Speakers and singers express themselves by providing
perceivers with a large number of signals in the form of
acoustic attributes (tone of voice), facial expressions, and
body movements. The result is a large amount of
information that perceivers attempt to “read” in order to
understand emotional intentions.
No one cue is sufficient for accurate emotional
communication. Rather emotional understanding is a
process of evaluating the accumulation of many signals
and inferring the most likely emotion being expressed.
Because we are never certain about the emotion being
expressed, the mechanisms used for emotional decoding
must be probabilistic in nature. That is, the mechanism
must consider a large amount of information and generate
a set of hypotheses about the emotions that are expressed.
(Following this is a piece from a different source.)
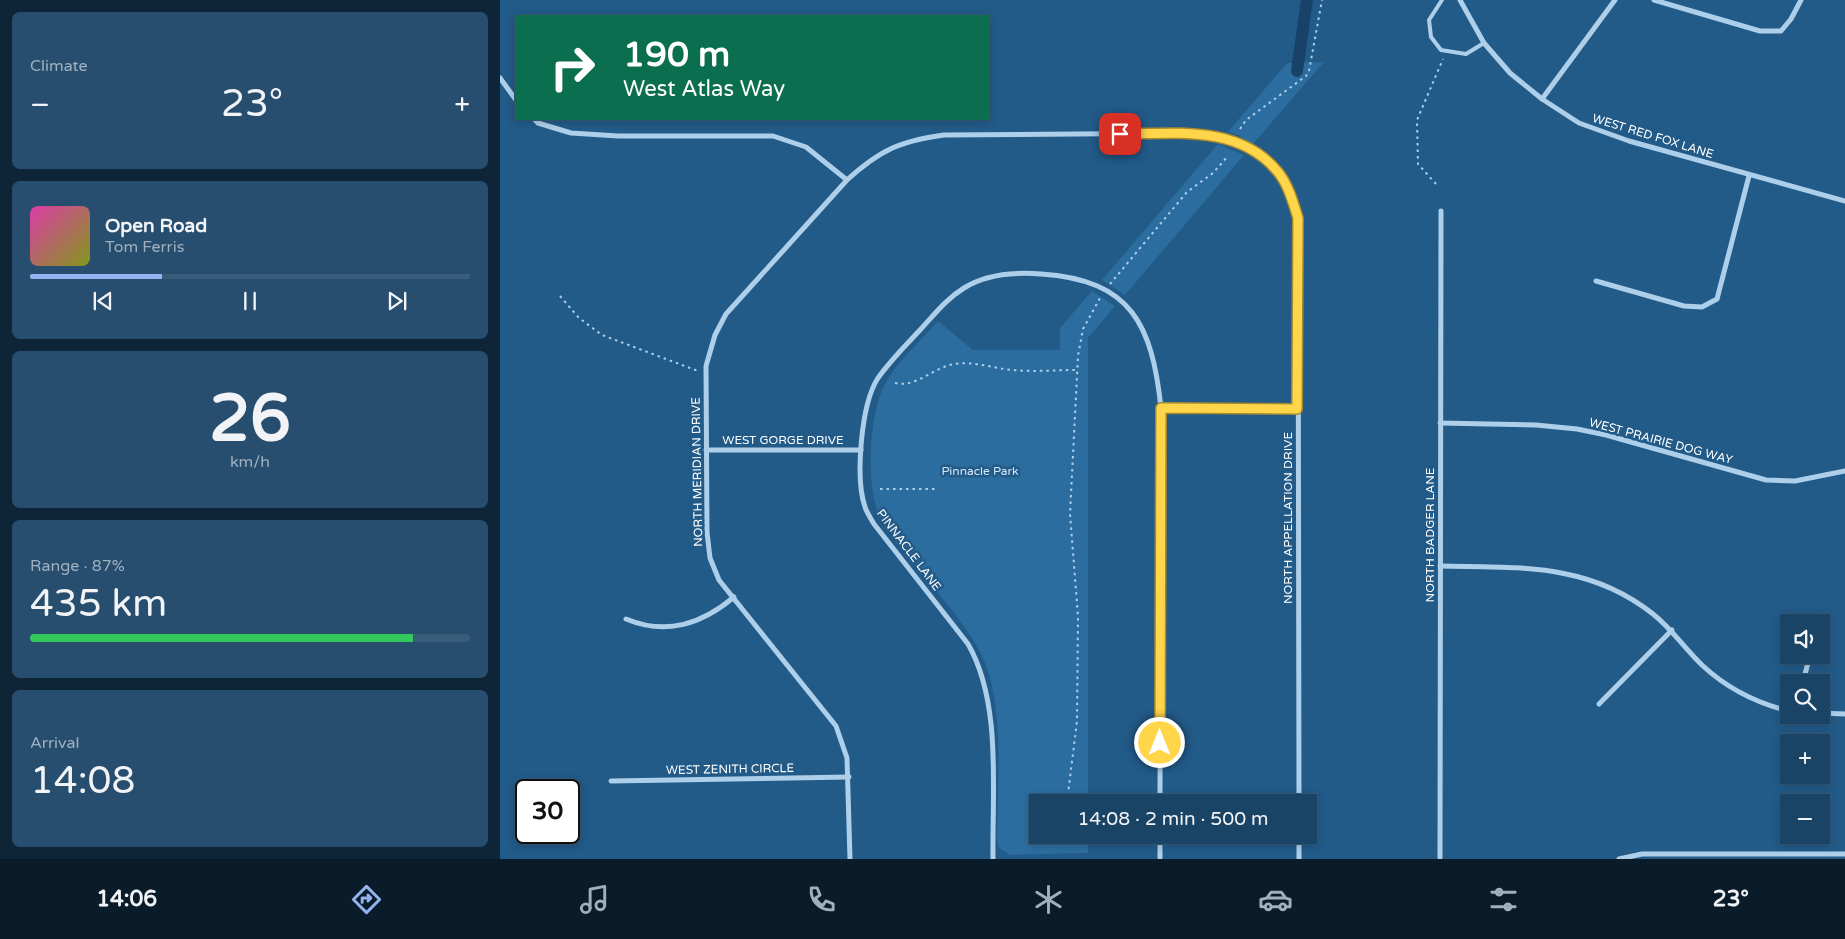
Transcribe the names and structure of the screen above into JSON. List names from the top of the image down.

To understand the processes by which we communicate
and understand emotion in the human voice, I will
describe two research projects. In the first, we developed
a new battery for evaluating human sensitivity to
emotional communication in the voice. We recorded 96
phrases spoken by 10 actors and other speakers who
spoke with the intention of communicating each of 6
emotional messages: happiness, sadness, fear, irritation,
tenderness, and no emotion. The battery was then
validated using a group of listeners and subjected to
acoustic analyses.
The second research project entailed a large number of
experiments on the nature of the facial expressions used
during vocal emotional communication. This work was
done in collaboration with many colleagues, including
Frank Russo (Ryerson University), Steven Livingstone
(McGill University), Phil Graham (Queensland University
of Technology) and many others. Our most recent
research on the topic is being conducted as part of a grant
from the Australian Research Council, which I was
awarded in 2009 in partnership with Caroline Palmer
(McGill University).
To anticipate the outcomes, our findings illustrate that
facial expressions greatly assist in the communication of
emotions, but they also communicate other kinds of
information about language and music. In effect, the
movements of the face are a point of convergence for
language, musical structure, and human emotion.
SENSORY CUES: BACKGROUND
How is emotional communication accomplished? One of
the most important ways is through the transmission of
sensory cues. Sensory cues are features or statistical
properties of music and speech. For example, the pitch
height of speech that communicates joy is higher than the
pitch height of speech that conveys sadness. Similarly, the
variability in pitch is greater in angry speech than in
tender speech. Why did we develop sensitivity to such
statistical properties?
ARCHE – ARTS RESEARCH CENTER FOR HUMAN EXPRESSION
UNIVERSITY OF SAINT JOSEPH, MACAU
2
Our sensitivity to statistical properties of speech and
music was developed out of necessity as an adaptation
that evolved long ago in our ancestral history. We live in a
probabilistic and uncertain world, and most information
cannot be determined through the detection of defining
properties. Adaptation to a probabilistic world requires the
development of mechanisms that draw inferences from
probabilistic, uncertain evidence. These statistical
properties in the environment are called sensory cues.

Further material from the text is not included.